Tell me how many lines in the data include "rotate", and keep the reply to that number.

Stored dataset items:
▽

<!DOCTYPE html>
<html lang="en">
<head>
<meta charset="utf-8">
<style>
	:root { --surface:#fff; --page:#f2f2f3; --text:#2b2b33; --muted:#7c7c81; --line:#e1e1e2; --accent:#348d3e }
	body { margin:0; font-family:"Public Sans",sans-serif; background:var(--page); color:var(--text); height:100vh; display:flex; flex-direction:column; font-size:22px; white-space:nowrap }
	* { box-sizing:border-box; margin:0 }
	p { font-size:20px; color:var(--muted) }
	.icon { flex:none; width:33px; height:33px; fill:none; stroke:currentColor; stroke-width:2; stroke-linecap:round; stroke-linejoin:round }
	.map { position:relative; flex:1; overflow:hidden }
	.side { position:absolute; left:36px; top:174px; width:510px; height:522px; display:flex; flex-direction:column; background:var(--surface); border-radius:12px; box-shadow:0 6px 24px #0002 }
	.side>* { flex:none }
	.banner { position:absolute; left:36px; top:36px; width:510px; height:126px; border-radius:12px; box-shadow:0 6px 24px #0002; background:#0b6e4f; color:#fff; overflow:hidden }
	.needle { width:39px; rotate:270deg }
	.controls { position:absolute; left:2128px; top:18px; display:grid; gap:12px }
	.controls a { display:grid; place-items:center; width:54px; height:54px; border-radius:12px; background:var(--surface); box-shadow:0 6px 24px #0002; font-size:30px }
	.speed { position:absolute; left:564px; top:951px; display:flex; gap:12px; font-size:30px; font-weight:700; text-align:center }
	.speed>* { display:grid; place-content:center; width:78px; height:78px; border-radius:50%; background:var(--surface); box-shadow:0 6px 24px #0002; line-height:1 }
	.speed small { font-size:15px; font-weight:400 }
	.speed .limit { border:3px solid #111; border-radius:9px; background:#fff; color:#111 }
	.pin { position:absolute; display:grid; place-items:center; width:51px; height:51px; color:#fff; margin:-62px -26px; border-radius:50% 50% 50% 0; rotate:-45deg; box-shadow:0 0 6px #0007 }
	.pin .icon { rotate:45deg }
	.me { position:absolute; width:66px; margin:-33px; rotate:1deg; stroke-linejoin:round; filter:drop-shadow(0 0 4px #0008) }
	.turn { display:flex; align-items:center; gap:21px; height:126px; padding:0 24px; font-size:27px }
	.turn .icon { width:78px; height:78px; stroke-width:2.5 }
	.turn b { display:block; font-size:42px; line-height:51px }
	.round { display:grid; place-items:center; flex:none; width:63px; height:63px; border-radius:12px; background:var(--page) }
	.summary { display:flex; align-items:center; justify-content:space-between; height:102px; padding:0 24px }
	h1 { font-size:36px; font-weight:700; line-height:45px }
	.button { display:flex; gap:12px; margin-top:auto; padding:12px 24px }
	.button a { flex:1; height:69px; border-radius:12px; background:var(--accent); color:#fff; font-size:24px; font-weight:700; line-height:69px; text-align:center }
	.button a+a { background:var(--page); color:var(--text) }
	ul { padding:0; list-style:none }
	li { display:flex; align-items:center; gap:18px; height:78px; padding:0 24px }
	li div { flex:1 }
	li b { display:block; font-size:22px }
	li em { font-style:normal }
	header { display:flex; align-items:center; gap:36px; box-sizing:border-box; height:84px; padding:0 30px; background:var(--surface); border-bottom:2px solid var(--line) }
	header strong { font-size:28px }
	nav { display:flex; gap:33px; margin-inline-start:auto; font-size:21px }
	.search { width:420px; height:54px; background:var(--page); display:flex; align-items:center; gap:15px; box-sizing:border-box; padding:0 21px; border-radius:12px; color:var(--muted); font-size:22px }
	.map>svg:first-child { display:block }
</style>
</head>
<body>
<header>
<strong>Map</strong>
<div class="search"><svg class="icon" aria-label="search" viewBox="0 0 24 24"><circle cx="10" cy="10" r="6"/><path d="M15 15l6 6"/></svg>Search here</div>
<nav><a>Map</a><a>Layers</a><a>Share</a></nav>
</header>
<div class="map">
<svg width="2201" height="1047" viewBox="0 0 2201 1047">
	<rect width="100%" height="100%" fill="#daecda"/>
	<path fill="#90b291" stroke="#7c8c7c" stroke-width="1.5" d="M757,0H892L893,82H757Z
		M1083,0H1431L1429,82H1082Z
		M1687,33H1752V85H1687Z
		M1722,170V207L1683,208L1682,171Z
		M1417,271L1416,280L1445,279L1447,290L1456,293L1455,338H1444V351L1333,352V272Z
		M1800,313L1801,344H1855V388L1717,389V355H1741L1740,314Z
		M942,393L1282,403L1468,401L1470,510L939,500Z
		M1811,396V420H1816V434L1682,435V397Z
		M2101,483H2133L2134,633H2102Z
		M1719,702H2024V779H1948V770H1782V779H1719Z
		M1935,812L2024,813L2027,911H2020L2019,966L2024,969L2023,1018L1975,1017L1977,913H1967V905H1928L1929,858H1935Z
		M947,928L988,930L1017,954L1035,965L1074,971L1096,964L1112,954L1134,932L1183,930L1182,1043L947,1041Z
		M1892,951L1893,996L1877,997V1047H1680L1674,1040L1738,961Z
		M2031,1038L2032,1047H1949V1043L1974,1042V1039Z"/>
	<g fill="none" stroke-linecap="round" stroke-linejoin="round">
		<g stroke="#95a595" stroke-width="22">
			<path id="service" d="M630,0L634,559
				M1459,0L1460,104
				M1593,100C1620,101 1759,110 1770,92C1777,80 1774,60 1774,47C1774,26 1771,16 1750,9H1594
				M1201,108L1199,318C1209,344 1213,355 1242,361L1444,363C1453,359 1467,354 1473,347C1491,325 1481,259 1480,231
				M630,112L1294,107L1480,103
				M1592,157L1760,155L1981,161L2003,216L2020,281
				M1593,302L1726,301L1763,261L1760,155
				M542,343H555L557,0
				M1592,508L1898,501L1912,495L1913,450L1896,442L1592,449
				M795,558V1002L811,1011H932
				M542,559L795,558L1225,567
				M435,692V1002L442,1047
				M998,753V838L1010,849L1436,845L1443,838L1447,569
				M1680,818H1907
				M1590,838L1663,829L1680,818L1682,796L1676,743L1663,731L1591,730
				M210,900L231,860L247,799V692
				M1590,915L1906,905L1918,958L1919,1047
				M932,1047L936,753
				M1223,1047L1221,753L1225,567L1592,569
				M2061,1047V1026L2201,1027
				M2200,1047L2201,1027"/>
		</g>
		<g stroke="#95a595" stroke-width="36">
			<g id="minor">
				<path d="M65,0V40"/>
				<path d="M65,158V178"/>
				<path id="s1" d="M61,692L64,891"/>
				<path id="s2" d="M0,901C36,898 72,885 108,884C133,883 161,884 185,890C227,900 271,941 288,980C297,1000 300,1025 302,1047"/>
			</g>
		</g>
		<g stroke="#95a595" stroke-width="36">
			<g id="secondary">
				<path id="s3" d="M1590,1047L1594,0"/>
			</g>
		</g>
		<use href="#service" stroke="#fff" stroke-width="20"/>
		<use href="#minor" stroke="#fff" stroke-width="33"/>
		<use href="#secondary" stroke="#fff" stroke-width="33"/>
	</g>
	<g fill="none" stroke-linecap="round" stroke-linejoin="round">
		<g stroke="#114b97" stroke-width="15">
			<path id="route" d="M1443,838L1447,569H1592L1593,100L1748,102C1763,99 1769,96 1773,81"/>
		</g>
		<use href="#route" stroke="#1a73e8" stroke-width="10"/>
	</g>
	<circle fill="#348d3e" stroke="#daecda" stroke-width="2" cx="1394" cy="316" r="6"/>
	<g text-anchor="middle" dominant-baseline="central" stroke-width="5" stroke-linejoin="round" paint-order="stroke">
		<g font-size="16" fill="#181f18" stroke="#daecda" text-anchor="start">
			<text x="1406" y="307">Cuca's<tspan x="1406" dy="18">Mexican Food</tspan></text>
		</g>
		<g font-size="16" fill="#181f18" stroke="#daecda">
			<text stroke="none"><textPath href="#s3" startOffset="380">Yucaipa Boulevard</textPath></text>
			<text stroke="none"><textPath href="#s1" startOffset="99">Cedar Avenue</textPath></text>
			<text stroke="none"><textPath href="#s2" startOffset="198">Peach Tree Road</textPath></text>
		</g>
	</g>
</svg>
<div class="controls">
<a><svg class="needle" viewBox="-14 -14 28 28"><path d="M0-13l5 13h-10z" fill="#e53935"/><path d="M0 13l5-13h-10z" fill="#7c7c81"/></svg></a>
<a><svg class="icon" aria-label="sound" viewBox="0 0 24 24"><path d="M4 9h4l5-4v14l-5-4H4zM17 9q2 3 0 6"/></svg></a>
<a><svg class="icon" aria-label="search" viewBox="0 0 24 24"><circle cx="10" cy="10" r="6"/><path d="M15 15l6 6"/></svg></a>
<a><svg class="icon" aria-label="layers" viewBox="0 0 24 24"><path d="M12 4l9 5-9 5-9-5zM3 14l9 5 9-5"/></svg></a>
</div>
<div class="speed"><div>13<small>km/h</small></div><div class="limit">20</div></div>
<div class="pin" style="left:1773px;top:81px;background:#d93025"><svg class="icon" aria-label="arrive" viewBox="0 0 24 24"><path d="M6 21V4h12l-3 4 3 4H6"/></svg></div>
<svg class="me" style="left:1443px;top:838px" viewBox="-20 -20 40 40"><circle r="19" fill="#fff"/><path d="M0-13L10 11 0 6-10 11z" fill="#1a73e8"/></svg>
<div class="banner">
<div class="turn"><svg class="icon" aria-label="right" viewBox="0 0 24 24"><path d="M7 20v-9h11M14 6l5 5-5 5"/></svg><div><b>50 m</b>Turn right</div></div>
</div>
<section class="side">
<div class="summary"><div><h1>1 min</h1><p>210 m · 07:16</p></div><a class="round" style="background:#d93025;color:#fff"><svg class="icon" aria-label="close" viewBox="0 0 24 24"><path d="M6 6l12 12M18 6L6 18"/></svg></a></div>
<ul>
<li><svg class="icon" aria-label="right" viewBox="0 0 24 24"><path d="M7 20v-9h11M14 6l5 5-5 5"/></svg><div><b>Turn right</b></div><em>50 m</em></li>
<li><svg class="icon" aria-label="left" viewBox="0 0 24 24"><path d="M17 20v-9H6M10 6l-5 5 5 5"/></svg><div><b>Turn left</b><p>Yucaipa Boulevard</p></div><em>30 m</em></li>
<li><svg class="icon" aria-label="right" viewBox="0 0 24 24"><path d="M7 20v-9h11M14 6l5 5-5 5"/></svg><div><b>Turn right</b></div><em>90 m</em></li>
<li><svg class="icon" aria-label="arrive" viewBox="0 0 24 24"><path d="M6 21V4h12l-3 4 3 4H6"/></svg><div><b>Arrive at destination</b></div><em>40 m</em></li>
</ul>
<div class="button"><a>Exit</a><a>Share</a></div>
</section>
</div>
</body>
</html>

△

TASK RESPONSE: 4